___ Entries shown ___

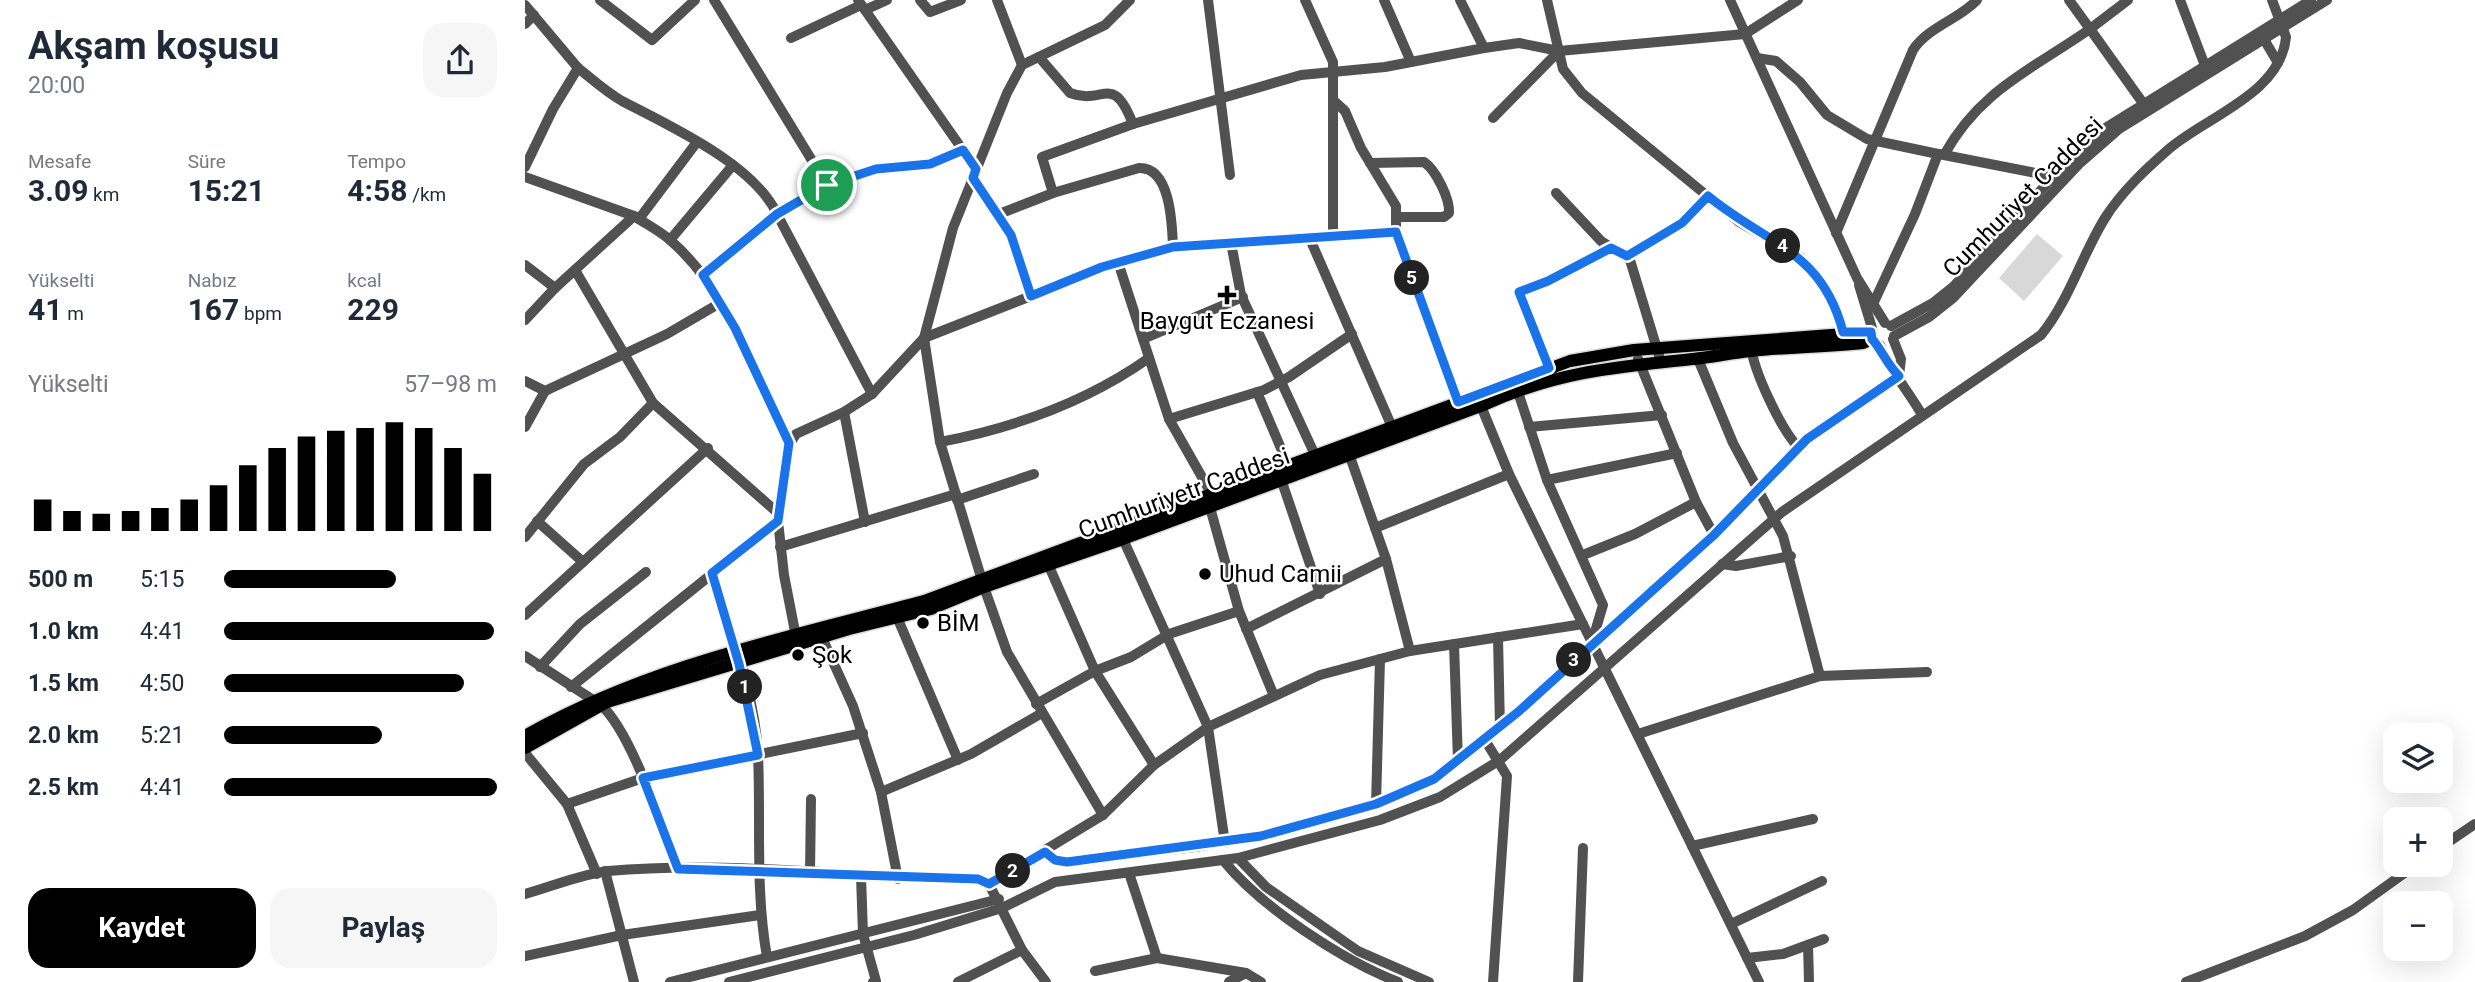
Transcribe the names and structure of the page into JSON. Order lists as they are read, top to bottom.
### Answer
{
  "streets": {
    "main road": ["Cumhuriyetr Caddesi"],
    "street": ["Cumhuriyet Caddesi"]
  },
  "places": {
    "health": ["Baygut Eczanesi"],
    "other": ["Uhud Camii", "BİM", "Şok"]
  },
  "page": {
    "heading": ["Akşam koşusu", "20:00"],
    "stats": [
      ["Mesafe", "3.09 km"],
      ["Süre", "15:21"],
      ["Tempo", "4:58 /km"],
      ["Yükselti", "41 m"],
      ["Nabız", "167 bpm"],
      ["kcal", "229"]
    ],
    "pins": [
      "4",
      "5",
      "3",
      "1",
      "2"
    ],
    "chart": ["Yükselti", "57–98 m"],
    "list": [
      {
        "name": "500 m",
        "note": "5:15"
      },
      {
        "name": "1.0 km",
        "note": "4:41"
      },
      {
        "name": "1.5 km",
        "note": "4:50"
      },
      {
        "name": "2.0 km",
        "note": "5:21"
      },
      {
        "name": "2.5 km",
        "note": "4:41"
      }
    ],
    "map_buttons": ["+", "−"],
    "buttons": ["Kaydet", "Paylaş"]
  }
}
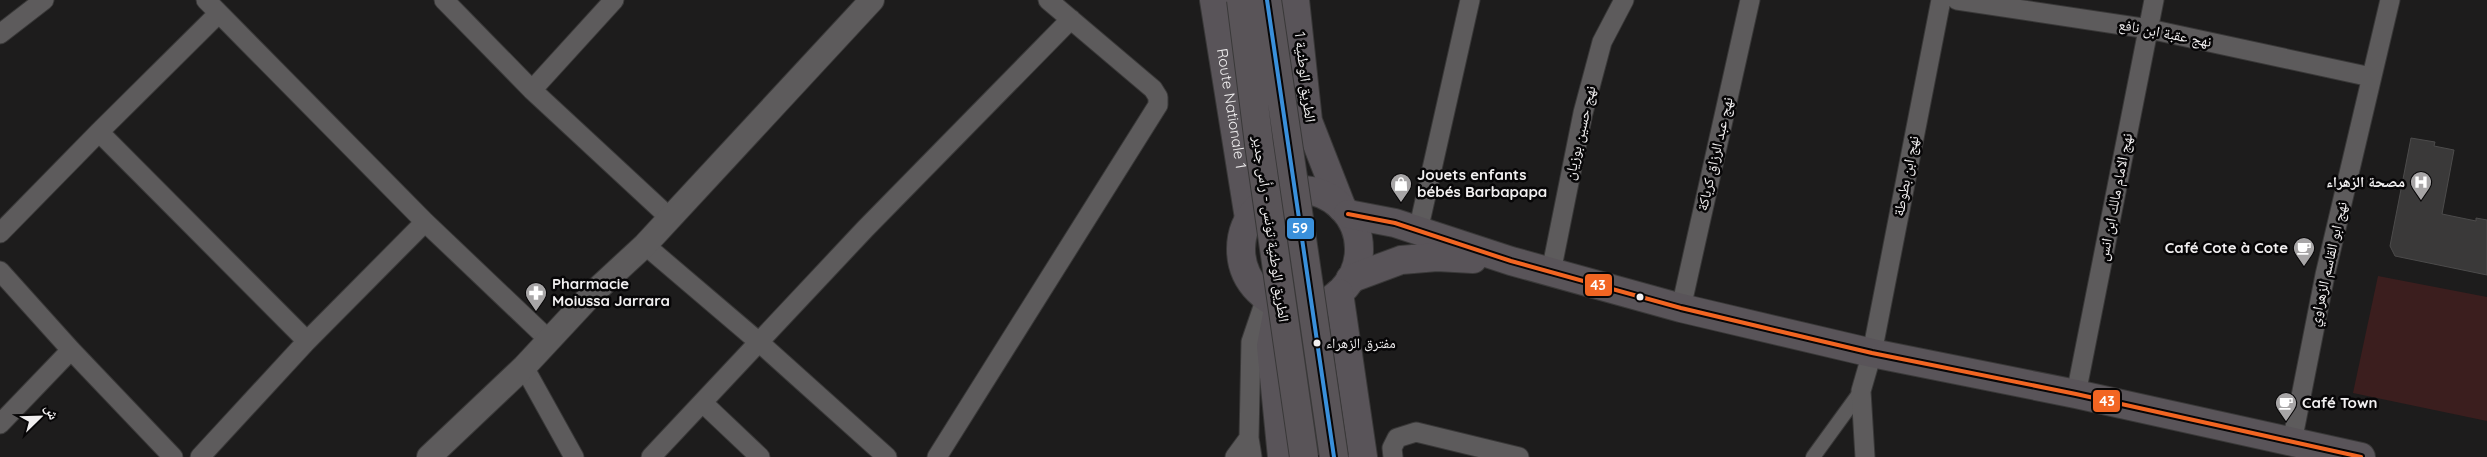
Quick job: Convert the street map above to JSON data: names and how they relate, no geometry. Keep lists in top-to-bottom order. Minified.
{"streets":{"highway":["الطريق الوطنية تونس - رأس جدير"],"main road":["الطريق الوطنية 1","Route Nationale 1"],"street":["نهج عقبة ابن نافع","نهج حسين بوزيان","نهج عبد الرزاق كرباكة","نهج ابن بطوطة","نهج الامام مالك ابن انس","نهج ابو القاسم الزهراوي"]},"crossings":[["نهج عقبة ابن نافع","نهج الامام مالك ابن انس"],["نهج عقبة ابن نافع","نهج ابو القاسم الزهراوي"],["الطريق الوطنية 1","Route Nationale 1"]],"places":{"hospital":["مصحة الزهراء"],"shop":["Jouets enfants bébés Barbapapa"],"cafe":["Café Cote à Cote","Café Town"],"pharmacy":["Pharmacie Moiussa Jarrara"],"other":["مفترق الزهراء"]},"lines":["transit line 59","transit line 43"],"north":"top right"}
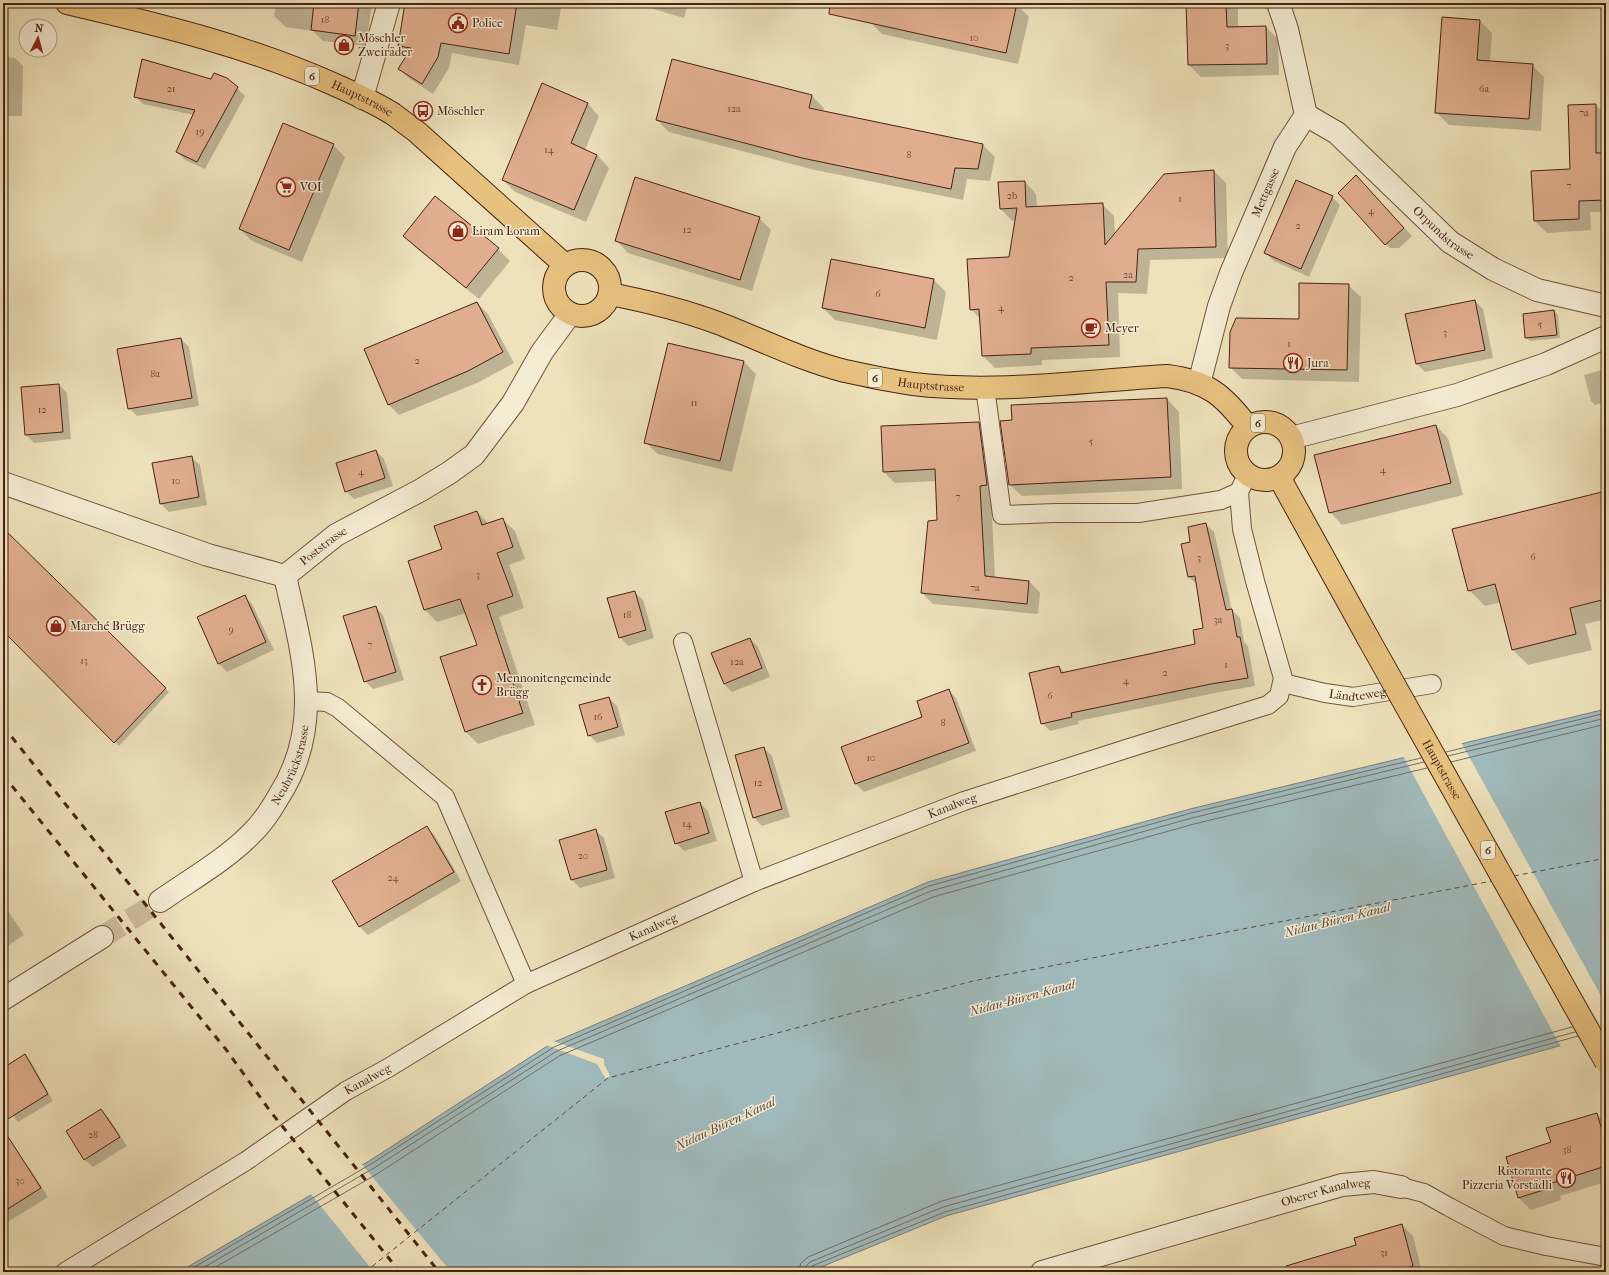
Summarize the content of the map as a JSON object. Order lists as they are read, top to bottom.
{
  "streets": {
    "main road": ["6", "Hauptstrasse"],
    "street": [
      "Mettgasse",
      "Orpundstrasse",
      "Poststrasse",
      "Neubrückstrasse",
      "Oberer Kanalweg"
    ],
    "lane": ["Ländteweg", "Kanalweg"]
  },
  "crossings": [
    ["6", "Hauptstrasse"],
    ["Hauptstrasse", "Mettgasse"],
    ["Hauptstrasse", "Poststrasse"],
    ["Mettgasse", "Orpundstrasse"],
    ["Poststrasse", "Neubrückstrasse"],
    ["Ländteweg", "Kanalweg"]
  ],
  "water": ["Nidau-Büren-Kanal"],
  "places": {
    "public building": ["Police"],
    "shop": ["Möschler Zweiräder", "Liram Loram", "Marché Brügg"],
    "bus stop": ["Möschler"],
    "supermarket": ["VOI"],
    "cafe": ["Meyer"],
    "restaurant": ["Jura", "Ristorante Pizzeria Vorstädli"],
    "church": ["Mennonitengemeinde Brügg"]
  },
  "house_numbers": [
    "18",
    "10",
    "3",
    "21",
    "6a",
    "12a",
    "7a",
    "19",
    "14",
    "8",
    "7",
    "2b",
    "1",
    "4",
    "2",
    "12",
    "2a",
    "2",
    "6",
    "4",
    "5",
    "3",
    "1",
    "2",
    "8a",
    "11",
    "12",
    "5",
    "4",
    "4",
    "10",
    "7",
    "6",
    "3",
    "3",
    "7a",
    "18",
    "3a",
    "9",
    "7",
    "13",
    "12a",
    "1",
    "2",
    "4",
    "6",
    "16",
    "8",
    "10",
    "12",
    "14",
    "20",
    "24",
    "28",
    "38",
    "30",
    "31"
  ],
  "north": "top"
}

___

• [Exercise brief]: Every line containing the string "Caddesi" is required; copy each such line from the data.

• [Your response]:
    "main road": ["Cumhuriyetr Caddesi"],
    "street": ["Cumhuriyet Caddesi"]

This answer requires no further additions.